» **YOUR GOAL**: Scan the records for the word "drawText". Report each line where it occurs.

» **RECORDS SHOWN**:
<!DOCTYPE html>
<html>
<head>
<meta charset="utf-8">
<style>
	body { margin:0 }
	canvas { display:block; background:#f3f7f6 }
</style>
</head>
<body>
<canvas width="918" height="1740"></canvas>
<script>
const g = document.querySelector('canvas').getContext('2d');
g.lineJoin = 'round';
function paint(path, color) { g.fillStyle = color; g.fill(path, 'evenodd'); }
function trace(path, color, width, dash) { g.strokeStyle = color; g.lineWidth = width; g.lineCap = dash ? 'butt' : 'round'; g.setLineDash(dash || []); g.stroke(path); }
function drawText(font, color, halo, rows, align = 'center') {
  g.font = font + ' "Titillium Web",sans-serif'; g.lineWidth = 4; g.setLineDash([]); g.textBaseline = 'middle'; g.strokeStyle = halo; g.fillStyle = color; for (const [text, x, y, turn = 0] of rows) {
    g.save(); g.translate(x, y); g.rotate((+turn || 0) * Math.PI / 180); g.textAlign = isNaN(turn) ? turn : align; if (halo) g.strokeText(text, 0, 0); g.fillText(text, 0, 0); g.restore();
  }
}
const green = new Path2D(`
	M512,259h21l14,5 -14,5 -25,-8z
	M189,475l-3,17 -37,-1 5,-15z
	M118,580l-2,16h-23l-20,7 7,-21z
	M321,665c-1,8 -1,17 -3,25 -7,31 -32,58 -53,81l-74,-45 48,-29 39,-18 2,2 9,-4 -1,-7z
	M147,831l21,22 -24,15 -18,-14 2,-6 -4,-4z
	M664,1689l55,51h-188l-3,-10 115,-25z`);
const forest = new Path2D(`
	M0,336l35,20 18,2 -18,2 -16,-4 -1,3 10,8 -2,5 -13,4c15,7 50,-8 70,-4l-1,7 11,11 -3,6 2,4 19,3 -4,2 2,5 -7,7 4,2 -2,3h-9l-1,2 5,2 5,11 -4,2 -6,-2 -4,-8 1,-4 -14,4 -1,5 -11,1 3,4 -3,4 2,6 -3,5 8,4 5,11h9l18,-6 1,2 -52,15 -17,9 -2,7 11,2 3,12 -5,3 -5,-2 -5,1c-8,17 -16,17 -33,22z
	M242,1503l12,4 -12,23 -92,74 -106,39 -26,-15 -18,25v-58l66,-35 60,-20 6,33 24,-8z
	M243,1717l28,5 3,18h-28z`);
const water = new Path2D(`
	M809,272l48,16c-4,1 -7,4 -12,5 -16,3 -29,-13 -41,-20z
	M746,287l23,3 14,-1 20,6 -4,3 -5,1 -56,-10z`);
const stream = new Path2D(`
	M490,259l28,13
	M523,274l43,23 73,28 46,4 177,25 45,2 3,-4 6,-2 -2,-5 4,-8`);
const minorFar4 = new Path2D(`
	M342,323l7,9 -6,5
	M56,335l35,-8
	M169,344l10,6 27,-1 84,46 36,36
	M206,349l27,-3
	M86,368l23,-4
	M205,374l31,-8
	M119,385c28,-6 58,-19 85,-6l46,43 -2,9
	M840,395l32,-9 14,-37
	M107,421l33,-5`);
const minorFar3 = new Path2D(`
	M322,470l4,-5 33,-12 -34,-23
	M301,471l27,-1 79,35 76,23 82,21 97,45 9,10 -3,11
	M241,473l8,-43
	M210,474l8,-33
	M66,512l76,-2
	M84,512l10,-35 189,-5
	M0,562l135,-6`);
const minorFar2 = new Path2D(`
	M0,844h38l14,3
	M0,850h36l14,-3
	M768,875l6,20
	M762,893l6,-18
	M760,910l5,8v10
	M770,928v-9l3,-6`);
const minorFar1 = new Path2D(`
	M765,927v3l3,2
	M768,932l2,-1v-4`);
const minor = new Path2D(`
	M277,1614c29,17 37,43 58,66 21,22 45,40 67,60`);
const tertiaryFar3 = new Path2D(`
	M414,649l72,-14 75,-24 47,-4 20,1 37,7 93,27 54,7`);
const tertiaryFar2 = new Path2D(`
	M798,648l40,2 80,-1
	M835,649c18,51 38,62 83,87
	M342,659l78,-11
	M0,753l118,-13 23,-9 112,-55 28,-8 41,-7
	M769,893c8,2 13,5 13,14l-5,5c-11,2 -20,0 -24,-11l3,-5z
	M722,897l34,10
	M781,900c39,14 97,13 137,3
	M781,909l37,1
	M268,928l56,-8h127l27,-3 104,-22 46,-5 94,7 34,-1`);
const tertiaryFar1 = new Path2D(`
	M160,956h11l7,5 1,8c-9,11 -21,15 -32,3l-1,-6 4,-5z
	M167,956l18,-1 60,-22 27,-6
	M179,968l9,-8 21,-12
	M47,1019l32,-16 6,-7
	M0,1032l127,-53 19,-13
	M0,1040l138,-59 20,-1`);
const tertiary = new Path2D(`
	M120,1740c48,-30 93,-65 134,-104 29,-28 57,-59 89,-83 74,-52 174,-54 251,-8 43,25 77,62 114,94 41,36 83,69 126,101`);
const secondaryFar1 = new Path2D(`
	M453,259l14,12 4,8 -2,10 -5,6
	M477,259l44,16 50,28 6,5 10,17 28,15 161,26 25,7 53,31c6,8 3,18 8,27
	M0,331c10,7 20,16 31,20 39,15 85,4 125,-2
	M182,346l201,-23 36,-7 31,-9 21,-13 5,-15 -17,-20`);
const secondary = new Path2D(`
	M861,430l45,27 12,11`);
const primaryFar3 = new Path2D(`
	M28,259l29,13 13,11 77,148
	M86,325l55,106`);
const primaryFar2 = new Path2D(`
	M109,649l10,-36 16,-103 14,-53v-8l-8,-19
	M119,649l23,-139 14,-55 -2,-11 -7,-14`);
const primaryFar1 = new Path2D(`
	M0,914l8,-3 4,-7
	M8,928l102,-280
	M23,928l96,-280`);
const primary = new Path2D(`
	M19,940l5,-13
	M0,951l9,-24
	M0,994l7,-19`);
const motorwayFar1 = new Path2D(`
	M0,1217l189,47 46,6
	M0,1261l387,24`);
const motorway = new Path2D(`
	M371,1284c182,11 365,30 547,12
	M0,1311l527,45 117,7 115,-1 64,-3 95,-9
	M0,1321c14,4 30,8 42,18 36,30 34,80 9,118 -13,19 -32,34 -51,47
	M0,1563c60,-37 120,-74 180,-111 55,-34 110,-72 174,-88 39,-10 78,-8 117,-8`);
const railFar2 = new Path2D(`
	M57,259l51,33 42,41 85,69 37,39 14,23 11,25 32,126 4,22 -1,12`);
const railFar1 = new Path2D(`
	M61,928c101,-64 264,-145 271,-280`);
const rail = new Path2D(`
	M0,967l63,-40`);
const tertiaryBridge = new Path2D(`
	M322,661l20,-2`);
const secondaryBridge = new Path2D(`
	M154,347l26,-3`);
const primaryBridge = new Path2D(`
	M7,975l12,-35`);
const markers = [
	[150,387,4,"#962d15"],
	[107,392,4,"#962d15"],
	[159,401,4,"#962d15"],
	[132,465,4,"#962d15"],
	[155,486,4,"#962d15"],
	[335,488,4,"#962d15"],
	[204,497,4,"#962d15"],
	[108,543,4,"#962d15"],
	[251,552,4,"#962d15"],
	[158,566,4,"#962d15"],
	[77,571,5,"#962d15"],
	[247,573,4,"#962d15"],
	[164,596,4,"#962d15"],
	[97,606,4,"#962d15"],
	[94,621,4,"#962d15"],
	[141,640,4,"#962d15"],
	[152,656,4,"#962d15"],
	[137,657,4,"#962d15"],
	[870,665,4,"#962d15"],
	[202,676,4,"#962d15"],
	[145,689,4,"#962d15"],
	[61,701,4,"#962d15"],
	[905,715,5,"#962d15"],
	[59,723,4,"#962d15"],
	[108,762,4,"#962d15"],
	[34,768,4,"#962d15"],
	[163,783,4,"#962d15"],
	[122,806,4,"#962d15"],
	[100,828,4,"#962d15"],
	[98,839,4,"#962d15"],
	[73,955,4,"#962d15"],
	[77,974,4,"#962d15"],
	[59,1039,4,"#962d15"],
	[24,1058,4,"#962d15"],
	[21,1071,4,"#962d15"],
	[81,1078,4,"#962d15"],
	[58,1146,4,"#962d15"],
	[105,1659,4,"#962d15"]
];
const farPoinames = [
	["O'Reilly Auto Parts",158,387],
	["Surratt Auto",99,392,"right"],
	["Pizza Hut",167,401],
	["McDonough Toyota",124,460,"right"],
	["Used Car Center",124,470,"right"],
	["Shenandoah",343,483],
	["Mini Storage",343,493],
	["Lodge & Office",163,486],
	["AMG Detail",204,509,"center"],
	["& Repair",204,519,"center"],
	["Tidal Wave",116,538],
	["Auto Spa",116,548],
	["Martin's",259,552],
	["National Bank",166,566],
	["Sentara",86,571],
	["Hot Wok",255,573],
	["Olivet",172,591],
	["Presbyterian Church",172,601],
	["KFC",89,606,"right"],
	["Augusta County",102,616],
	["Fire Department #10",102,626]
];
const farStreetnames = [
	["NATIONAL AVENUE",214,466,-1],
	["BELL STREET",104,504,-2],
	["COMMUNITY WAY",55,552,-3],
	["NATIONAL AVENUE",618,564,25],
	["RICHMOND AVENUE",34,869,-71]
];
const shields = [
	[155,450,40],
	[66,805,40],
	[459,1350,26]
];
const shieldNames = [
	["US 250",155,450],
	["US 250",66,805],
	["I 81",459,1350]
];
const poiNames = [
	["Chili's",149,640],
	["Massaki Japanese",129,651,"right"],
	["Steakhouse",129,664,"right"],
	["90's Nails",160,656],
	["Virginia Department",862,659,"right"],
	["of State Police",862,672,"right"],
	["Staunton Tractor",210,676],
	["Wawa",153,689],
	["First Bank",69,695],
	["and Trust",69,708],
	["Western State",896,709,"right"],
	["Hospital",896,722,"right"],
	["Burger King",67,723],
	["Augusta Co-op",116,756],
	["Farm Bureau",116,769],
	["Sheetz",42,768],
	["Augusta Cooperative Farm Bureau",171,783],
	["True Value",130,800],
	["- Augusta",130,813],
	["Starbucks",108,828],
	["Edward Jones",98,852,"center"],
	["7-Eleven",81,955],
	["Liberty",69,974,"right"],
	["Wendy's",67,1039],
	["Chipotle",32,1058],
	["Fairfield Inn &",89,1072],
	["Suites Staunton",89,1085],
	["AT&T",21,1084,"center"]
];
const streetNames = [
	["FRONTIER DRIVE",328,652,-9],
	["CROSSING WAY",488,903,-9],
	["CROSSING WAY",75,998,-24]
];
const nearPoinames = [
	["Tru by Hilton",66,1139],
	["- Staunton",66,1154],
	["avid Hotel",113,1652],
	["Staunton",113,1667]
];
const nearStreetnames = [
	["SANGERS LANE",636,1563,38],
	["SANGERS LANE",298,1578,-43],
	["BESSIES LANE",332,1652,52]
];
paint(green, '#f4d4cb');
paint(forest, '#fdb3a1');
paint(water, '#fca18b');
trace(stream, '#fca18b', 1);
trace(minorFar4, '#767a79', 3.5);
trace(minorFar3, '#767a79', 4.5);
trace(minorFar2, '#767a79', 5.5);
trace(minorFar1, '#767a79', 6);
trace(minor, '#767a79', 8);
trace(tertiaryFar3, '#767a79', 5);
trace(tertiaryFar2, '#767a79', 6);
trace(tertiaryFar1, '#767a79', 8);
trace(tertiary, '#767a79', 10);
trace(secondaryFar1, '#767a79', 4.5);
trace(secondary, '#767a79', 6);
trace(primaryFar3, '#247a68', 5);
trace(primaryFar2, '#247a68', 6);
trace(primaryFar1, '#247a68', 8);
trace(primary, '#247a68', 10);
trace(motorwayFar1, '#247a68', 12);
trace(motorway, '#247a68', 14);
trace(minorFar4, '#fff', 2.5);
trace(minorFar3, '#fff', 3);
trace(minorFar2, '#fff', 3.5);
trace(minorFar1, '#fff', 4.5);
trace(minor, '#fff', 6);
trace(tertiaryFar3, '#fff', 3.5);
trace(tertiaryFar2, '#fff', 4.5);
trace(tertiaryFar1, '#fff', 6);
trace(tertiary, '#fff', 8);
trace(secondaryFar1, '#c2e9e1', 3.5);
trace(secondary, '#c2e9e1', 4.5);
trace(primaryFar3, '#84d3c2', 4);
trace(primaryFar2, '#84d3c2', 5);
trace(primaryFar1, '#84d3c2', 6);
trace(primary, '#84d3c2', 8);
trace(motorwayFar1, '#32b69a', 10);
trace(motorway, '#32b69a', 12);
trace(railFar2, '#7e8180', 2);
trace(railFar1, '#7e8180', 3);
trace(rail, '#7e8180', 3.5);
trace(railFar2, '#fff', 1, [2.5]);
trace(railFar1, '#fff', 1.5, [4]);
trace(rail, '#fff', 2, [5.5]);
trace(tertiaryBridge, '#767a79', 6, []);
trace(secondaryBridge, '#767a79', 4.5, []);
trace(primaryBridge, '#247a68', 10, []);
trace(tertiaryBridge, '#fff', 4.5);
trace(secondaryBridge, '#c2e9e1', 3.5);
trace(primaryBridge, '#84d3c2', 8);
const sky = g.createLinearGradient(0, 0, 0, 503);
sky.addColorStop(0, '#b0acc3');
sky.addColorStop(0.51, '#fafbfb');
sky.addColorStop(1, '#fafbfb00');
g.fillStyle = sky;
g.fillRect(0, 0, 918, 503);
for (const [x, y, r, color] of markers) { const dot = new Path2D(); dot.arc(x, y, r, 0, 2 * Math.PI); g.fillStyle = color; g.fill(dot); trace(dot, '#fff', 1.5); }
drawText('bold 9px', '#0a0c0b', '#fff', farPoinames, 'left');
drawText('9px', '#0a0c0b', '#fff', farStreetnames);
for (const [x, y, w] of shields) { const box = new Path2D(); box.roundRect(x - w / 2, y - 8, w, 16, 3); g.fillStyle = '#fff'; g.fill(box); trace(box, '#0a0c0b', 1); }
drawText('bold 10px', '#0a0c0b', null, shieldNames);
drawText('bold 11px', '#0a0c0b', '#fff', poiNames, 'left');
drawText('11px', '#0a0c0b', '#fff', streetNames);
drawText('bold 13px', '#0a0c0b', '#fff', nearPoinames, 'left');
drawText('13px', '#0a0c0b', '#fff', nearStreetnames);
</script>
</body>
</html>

» **TASK SOLUTION**:
function drawText(font, color, halo, rows, align = 'center') {
drawText('bold 9px', '#0a0c0b', '#fff', farPoinames, 'left');
drawText('9px', '#0a0c0b', '#fff', farStreetnames);
drawText('bold 10px', '#0a0c0b', null, shieldNames);
drawText('bold 11px', '#0a0c0b', '#fff', poiNames, 'left');
drawText('11px', '#0a0c0b', '#fff', streetNames);
drawText('bold 13px', '#0a0c0b', '#fff', nearPoinames, 'left');
drawText('13px', '#0a0c0b', '#fff', nearStreetnames);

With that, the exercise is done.